A failure to test drive cars that you’re interested in is one of the worst common car buyer mistakes that you can make. You might like the look or the sound of a vehicle, but you won’t know how it handles or how comfortable it is to drive until after you’ve taken it for an extended spin around the block.

Ask the car dealership to allow you to take the car for a drive on some different types of roads. That will allow you to become familiar with it and find the best option for your needs and wants. It’s also a great chance for you to ask the salesperson about ford extended warranty prices.

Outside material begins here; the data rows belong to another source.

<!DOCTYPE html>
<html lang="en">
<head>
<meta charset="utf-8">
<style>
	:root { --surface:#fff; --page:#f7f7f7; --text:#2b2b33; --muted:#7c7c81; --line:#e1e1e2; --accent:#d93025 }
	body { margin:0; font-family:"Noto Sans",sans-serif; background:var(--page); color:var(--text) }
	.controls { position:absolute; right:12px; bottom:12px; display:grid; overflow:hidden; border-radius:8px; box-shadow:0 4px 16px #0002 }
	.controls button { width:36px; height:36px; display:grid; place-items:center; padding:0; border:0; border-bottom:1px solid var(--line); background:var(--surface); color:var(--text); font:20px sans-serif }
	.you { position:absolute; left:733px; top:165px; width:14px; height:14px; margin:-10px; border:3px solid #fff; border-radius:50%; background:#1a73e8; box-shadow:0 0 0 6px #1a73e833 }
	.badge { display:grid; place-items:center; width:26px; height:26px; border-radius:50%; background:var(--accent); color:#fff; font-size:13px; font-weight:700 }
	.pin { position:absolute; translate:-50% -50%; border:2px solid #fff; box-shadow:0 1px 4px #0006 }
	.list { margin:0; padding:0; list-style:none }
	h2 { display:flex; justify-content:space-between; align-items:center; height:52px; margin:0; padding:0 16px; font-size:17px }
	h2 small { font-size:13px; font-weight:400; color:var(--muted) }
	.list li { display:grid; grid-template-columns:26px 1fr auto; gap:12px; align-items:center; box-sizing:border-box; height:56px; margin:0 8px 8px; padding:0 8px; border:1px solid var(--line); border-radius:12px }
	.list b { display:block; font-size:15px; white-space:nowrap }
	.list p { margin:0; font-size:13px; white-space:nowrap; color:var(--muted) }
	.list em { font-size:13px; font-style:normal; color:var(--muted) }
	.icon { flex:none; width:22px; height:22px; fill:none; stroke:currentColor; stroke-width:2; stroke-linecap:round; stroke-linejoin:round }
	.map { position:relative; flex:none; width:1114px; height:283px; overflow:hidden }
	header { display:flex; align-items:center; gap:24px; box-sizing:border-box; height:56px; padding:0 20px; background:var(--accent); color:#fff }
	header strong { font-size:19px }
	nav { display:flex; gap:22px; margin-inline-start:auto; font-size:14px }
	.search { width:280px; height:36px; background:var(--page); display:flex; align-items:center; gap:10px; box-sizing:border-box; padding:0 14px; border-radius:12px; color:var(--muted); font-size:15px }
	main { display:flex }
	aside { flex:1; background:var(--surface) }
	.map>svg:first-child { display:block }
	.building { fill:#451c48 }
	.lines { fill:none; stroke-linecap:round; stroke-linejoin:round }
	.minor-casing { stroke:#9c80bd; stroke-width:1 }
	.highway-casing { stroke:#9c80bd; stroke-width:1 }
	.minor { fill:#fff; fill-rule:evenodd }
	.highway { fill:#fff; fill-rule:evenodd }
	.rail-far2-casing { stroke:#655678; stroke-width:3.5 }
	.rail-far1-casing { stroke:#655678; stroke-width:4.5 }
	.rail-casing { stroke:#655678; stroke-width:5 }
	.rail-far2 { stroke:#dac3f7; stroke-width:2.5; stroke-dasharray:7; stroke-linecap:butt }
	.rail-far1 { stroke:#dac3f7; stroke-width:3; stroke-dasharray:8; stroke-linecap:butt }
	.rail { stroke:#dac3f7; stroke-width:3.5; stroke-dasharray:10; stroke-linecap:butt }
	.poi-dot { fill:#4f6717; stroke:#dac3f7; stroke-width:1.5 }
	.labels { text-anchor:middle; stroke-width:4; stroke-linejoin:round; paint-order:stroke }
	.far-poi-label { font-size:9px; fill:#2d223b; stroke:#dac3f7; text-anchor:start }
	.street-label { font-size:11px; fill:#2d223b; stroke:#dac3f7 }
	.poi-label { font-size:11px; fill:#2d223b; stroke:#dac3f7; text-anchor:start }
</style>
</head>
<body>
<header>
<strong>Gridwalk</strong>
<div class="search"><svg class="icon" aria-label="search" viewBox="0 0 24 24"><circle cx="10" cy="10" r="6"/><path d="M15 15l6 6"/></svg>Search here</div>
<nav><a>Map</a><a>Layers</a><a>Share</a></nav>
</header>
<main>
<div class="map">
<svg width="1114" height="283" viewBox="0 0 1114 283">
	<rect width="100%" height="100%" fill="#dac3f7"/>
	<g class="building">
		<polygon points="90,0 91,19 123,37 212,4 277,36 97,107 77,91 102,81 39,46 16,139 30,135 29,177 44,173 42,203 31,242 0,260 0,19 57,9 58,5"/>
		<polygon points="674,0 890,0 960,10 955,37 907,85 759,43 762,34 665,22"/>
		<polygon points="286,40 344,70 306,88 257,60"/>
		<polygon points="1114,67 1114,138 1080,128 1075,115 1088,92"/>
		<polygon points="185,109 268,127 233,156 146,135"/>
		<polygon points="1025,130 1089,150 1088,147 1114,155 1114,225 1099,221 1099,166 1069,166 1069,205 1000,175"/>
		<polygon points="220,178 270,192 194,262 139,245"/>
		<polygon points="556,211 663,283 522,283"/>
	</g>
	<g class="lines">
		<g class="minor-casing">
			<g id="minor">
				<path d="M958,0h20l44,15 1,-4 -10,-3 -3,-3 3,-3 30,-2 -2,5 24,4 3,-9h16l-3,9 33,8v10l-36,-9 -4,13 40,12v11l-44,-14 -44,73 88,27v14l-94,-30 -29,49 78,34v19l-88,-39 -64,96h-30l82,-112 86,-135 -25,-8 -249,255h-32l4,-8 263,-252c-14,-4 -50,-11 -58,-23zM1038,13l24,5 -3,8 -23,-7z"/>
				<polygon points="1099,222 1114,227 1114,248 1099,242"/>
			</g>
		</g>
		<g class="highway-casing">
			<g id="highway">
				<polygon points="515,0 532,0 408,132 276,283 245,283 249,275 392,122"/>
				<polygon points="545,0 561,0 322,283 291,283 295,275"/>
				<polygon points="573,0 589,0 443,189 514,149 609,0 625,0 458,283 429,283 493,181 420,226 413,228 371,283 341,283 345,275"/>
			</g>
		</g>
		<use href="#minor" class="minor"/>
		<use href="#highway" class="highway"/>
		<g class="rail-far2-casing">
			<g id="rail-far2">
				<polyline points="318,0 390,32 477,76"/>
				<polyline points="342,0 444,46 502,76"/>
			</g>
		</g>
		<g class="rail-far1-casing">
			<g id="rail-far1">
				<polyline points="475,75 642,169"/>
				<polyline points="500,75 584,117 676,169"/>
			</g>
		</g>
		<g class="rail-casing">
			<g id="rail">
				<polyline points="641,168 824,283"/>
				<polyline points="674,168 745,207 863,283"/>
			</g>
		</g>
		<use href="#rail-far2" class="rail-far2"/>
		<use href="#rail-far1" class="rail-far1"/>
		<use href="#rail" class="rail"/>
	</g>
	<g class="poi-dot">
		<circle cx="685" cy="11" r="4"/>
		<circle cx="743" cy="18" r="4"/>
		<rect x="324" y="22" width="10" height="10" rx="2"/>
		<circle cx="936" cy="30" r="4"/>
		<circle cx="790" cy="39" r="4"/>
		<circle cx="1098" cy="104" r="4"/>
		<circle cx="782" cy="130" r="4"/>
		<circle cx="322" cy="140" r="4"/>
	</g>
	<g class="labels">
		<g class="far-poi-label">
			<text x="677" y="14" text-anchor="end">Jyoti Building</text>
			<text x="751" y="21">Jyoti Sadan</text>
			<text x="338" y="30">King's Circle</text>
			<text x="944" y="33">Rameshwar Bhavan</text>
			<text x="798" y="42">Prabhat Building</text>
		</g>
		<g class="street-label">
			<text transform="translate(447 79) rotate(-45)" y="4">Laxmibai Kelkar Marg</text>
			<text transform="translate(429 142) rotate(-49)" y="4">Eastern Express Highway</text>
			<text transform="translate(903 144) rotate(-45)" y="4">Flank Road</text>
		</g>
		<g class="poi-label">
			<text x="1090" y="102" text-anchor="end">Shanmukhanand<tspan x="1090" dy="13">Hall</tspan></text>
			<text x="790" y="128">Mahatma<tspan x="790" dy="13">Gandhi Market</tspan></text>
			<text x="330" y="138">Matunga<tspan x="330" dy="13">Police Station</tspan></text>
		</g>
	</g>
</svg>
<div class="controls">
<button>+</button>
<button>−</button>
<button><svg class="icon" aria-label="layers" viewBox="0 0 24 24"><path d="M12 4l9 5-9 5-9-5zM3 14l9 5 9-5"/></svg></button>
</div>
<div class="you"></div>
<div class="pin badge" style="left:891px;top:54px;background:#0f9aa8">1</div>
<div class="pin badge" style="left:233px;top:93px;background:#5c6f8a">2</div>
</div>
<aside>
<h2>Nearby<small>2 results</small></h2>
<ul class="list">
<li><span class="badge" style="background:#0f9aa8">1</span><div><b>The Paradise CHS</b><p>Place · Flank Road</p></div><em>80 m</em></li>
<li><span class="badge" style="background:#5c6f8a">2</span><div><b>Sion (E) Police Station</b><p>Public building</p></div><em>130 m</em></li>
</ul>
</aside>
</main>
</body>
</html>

4. Negotiating From the Sticker Price

Trying to negotiate based on the advertised sticker price is a big mistake that will set you back thousands of dollars. Cars aren’t like clothes, where the price is the price and you can’t buy without paying what is on the price tag. You’ll overpay if you use the MSRP as your guideline for price negotiations.

Try to negotiate based on the dealer invoice price. A great car shopping strategy is to get a free price quote online from the dealership to find out what they’re listing it at and then proceed from there.

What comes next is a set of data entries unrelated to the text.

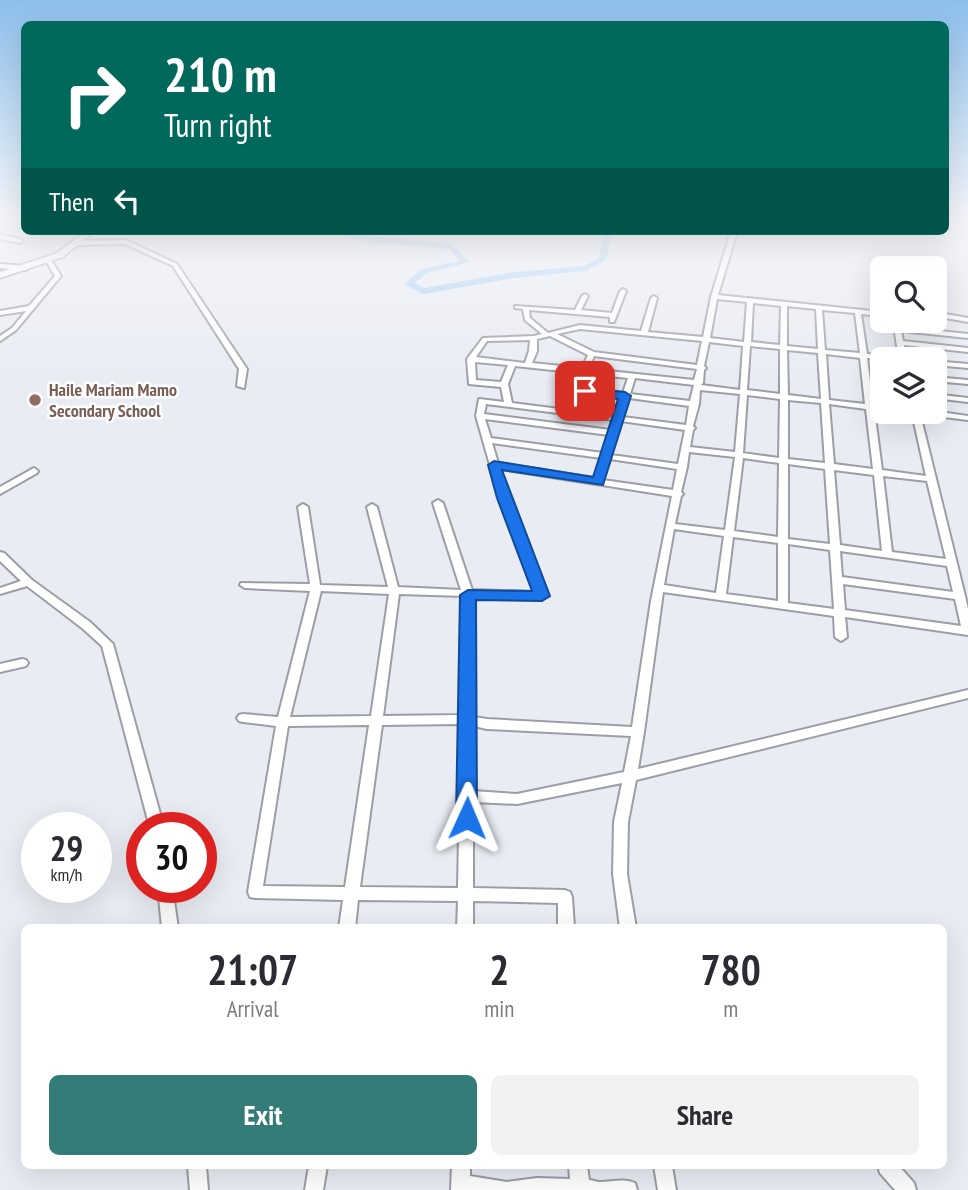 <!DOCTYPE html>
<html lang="en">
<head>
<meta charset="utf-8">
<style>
	body { margin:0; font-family:"PT Sans Narrow",sans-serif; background:#f2f2f3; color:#2b2b33; height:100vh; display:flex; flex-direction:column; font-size:26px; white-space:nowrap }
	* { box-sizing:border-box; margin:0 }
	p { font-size:23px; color:#7c7c81 }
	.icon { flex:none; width:38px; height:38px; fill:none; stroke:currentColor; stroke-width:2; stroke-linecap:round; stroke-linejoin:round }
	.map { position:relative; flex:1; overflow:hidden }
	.details { position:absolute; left:21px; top:924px; width:926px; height:245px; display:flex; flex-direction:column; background:#fff; border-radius:10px; box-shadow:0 7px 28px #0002 }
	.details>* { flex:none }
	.banner { position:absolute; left:21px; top:21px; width:928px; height:214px; border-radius:10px; box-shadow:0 7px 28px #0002; background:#00695c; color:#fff; overflow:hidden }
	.fabs { position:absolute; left:870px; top:256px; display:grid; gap:14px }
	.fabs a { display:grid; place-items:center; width:77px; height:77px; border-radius:10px; background:#fff; box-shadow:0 7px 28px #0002; font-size:35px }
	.speed { position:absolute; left:21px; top:812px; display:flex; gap:14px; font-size:35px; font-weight:700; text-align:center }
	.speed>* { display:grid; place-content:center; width:91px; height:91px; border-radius:50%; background:#fff; box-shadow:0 7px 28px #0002; line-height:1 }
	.speed small { font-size:18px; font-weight:400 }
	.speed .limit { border:10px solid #d22; background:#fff; color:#111 }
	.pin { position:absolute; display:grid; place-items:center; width:60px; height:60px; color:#fff; margin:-30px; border-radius:14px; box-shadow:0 4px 10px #0006 }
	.me { position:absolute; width:77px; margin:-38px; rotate:1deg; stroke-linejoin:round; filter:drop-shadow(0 0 5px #0008) }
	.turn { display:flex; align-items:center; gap:24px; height:147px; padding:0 28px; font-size:32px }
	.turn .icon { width:91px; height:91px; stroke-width:2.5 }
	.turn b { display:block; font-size:49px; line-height:60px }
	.then { display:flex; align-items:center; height:66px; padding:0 28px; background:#0003; gap:14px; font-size:26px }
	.eta { display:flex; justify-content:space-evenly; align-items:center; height:119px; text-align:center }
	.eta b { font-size:42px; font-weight:700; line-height:49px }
	.cta { display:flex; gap:14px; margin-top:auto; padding:14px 28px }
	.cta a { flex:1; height:80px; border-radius:10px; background:#337c77; color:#fff; font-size:28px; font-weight:700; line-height:80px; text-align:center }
	.cta a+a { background:#f2f2f3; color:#2b2b33 }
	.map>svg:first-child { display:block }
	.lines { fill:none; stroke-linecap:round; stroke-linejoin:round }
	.river { fill:#a5cff1; fill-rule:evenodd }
	.minor-casing { stroke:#9c9ea5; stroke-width:4 }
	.highway-casing { stroke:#9c9ea5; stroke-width:3 }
	.minor { fill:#fff; fill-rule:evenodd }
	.highway { fill:#fff; fill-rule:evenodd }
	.route { fill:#1a73e8; stroke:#114b97; stroke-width:2 }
	.education-dot { fill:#8d6e63; stroke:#fff; stroke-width:2.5 }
	.labels { text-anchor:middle; stroke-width:5; stroke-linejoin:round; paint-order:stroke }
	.far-education-label { font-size:18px; font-weight:bold; fill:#785e54; stroke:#fff; text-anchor:start }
</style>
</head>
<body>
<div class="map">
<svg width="968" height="1190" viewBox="0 0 968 1190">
	<rect width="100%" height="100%" fill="#e9ecf3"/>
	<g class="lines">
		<polygon class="river" points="320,231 451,244 470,262 427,273 415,283 424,288 514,272 584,266 599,258 603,231 611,231 607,259 586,271 514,278 423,294 404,284 421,269 460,261 449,249 376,243"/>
		<g class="minor-casing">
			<g id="minor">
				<path d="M 731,231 L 737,231 L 718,295 L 882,312 L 882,316 L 861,314 L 867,354 L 895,357 L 898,359 L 867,358 L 873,405 L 882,406 L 882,410 L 874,409 L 882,470 L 926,476 L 912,413 L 908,411 L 933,411 L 968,416 L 968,420 L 920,414 L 965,596 L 968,609 L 968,635 L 845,617 L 847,637 L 841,641 L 835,637 L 834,616 L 663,592 L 644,732 L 638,769 L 968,690 L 968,698 L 636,780 L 628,822 L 627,874 L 636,928 L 620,928 L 613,874 L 614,822 L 622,783 L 517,804 L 473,802 L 473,888 L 565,890 L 570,892 L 572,897 L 574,928 L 558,928 L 558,903 L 473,901 L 473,928 L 457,928 L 458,901 L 358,900 L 355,928 L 339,928 L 343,900 L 255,898 L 250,897 L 248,892 L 276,726 L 243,722 L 239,721 L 237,718 L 239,715 L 243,714 L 278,717 L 310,591 L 245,588 L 240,585 L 241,583 L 310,584 L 298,507 L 303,504 L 308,507 L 320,585 L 388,587 L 367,507 L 372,504 L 377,507 L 398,587 L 461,590 L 433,503 L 438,500 L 443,503 L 472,590 L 535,592 L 499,498 L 490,465 L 476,416 L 479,399 L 504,402 L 501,387 L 469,384 L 467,359 L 483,338 L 534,336 L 542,334 L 525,320 L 523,309 L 515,308 L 515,306 L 575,310 L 582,296 L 585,294 L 588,296 L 581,310 L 612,313 L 620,291 L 623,289 L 626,291 L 614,322 L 610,322 L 610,317 L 529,310 L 530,318 L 548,333 L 580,325 L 641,331 L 651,298 L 654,296 L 657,298 L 648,332 L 703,337 L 711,297 ZM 717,299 L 747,302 L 744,342 L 710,338 ZM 753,303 L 781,306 L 780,345 L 751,342 ZM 787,306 L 816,309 L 818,349 L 787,346 ZM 822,310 L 855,313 L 860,353 L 825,350 ZM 580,329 L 702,341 L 697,365 L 594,352 L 557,334 ZM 550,336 L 588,355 L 582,368 L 532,363 L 537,351 L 537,339 ZM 530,340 L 529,351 L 525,363 L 476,357 L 487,341 ZM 709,342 L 743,346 L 740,390 L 701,385 L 703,383 L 704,370 L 706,368 L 704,366 ZM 750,346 L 780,349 L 780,394 L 747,390 ZM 787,350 L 818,353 L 821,399 L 788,395 ZM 826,354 L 860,358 L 865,404 L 829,400 ZM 594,356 L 697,369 L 694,380 L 589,369 ZM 475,362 L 508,365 L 501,382 L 476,380 ZM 515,366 L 628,378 L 623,393 L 585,389 L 581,391 L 585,393 L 621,398 L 615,416 L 512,403 L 508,384 ZM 635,378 L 694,385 L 690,401 L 630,394 ZM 700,390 L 740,394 L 735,452 L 690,447 L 693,430 L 695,428 L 693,426 L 699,404 ZM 747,395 L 780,399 L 779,458 L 743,453 ZM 629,398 L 689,406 L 686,425 L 623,417 ZM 788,400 L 821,403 L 825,463 L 788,459 ZM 486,404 L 614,420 L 611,430 L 484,414 ZM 829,404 L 866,409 L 873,469 L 834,464 ZM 485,419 L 609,435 L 603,453 L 491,438 ZM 621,421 L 685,430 L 678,464 L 611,455 ZM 492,443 L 601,458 L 595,478 L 498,463 ZM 689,452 L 735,457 L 725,530 L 675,524 L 681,496 L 683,494 L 681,492 L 687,467 ZM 743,458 L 779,463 L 778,537 L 734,531 ZM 610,459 L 677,469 L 673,490 L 603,480 ZM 788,464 L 825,469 L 830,544 L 788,539 ZM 500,469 L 672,496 L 651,601 L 632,727 L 487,719 L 474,717 L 474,597 L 542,599 L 547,596 L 509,498 ZM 834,470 L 874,475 L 882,551 L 840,545 ZM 883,476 L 927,481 L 946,559 L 892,552 ZM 674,529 L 724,536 L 716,593 L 664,585 ZM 733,537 L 778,543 L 778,601 L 726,594 ZM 788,544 L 830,550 L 834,609 L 788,603 ZM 840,551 L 947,566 L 953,592 L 842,577 ZM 843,584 L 955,599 L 961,626 L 845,610 ZM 321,591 L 389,594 L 371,716 L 290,717 ZM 399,594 L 464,596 L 461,715 L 383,716 ZM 461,724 L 458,888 L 360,887 L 382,725 ZM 369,725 L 345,887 L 263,886 L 288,726 ZM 474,726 L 487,729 L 631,736 L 624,772 L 517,794 L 473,791 Z"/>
				<polygon points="0,235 20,239 23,241 20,243 0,239"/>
				<polygon points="126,240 177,264 247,369 244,388 237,386 239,369 173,266 125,244 73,245 70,243 73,241"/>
				<polygon points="49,259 51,260 61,276 16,330 0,341 0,336 12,328 26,311 0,315 0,311 29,306 55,276 46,261"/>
				<polygon points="0,264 26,266 29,268 26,270 0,268"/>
				<polygon points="934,312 968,318 968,322 934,316"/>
				<polygon points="893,320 899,320 901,327 968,334 968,338 901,331 903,341 968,348 968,352 904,345 907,359 899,359"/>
				<polygon points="934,361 968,364 968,368 934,365"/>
				<polygon points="934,377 968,380 968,384 934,381"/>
				<polygon points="934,394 968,398 968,402 934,398"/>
				<polygon points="34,468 38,471 37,473 0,494 0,487"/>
				<polygon points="0,552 4,553 32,580 90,622 113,644 164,828 150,828 102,646 82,628 27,586 0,594 0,588 21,581 0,561"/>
				<polygon points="22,659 26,660 28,663 26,666 0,672 0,664"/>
				<polygon points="158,887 172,887 178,928 162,928"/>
				<polygon points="188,1166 206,1166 208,1190 190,1190"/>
				<polygon points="309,1166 327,1166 323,1190 305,1190"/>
				<path d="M 452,1166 L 470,1166 L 470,1176 L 507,1182 L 537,1178 L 570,1179 L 569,1166 L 587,1166 L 589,1180 C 592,1180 596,1182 600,1182 C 612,1182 623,1178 635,1183 L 637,1190 L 451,1190 Z"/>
				<polygon points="654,1166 672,1166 676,1190 658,1190"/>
				<polygon points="878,1166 899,1166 914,1183 916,1190 895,1190 880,1173"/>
			</g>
		</g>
		<g class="highway-casing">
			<polygon id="highway" points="86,231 95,231 63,257 0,278 0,272 57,253"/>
		</g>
		<use href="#minor" class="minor"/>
		<use href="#highway" class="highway"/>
	</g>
	<linearGradient id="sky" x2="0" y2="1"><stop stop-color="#8dbfec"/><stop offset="0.57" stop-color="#f5f6fa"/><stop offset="1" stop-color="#f5f6fa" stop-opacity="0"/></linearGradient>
	<rect width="968" height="383" fill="url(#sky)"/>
	<polygon class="route" points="585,388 625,392 631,396 603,485 502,470 550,596 542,601 476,600 477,818 474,824 467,826 459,824 456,818 460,595 468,590 532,591 497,498 488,465 494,461 593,477 618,399 581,394 579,391"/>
	<circle class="education-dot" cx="35" cy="400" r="7"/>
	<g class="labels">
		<g class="far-education-label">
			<text x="49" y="396">Haile Mariam Mamo<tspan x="49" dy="21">Secondary School</tspan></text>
		</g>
	</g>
</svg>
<div class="fabs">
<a><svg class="icon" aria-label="search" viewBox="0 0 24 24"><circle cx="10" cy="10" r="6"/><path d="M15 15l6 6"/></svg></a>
<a><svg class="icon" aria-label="layers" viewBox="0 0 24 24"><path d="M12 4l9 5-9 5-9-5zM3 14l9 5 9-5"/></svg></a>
</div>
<div class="speed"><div>29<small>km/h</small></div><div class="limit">30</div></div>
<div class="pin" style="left:585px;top:391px;background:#d93025"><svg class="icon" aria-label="arrive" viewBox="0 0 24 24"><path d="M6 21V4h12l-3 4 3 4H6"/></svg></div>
<svg class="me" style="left:467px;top:818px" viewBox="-20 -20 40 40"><path d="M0-17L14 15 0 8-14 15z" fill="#1a73e8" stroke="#fff" stroke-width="4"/></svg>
<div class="banner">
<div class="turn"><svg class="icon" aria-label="right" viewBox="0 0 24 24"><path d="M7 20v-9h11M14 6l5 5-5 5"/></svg><div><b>210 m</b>Turn right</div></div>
<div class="then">Then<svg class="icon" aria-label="left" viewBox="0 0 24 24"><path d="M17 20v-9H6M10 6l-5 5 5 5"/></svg></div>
</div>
<section class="details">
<div class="eta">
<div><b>21:07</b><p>Arrival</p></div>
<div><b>2</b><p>min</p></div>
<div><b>780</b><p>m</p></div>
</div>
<div class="cta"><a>Exit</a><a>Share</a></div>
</section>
</div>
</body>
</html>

5. Focusing On Monthly Payment

The monthly payment is prominent in the minds of many car buyers when they visit the dealership, but you need to focus on more than that. The length of your loan will increase the amount of money that you’re paying for the car drastically if you’re not careful, especially considering rising interest rates.

6. Buying the Extras

You need to visit your local car dealership anticipating that the sales and finance people will try to sell you some extras that they insist are essential but that you don’t actually need. Turn away any offers for rustproofing your vehicle as well as any offers for paint protection. 

These extras are total profits for the car dealership and the odds are that you’ll never need them. It’s natural to want to protect your new investment, but there are other ways that you can do that without spending more money at the dealership. You’ll find a better price for paint protection with aftermarket options.

7. Not Getting Used Cars Inspected

You need to make sure that you’re getting the car inspected if you plan on purchasing a used car rather than a new one. You don’t know what that vehicle has been through or how it has been maintained over the years, but a trustworthy mechanic will have no issues identifying problems.

You can avoid some bad situations and investments by taking this simple step of getting the car looked at prior to making a purchase. Most used cars are sold on an “as-is” basis, meaning that any issues that the vehicle has are your issues as soon as you drive off of the lot. Always get a used car that you like inspected prior to making the purchase.

8. Know Your Trade-In Value

Knowing the trade-in value of your old car will also help you with negotiating the purchase of a new one. Trading in your car has a ton of benefits since it allows you to avoid the hassle of selling your car on the open market and dealing with all of the paperwork. That said, you need to make sure that you’re getting fair value for the car that you’re trading in when you visit your local car dealership.

Avoid These Common Car Buyer Mistakes Today

If you care about making the most of your hard earned money then it’s a good idea to come up with a car shopping strategy and avoid the common car buyer mistakes. Always get a used car inspected prior to making a purchase, and take the car that you want for an extended test drive. Most of all, don’t use the MSRP as the baseline for your price negotiations.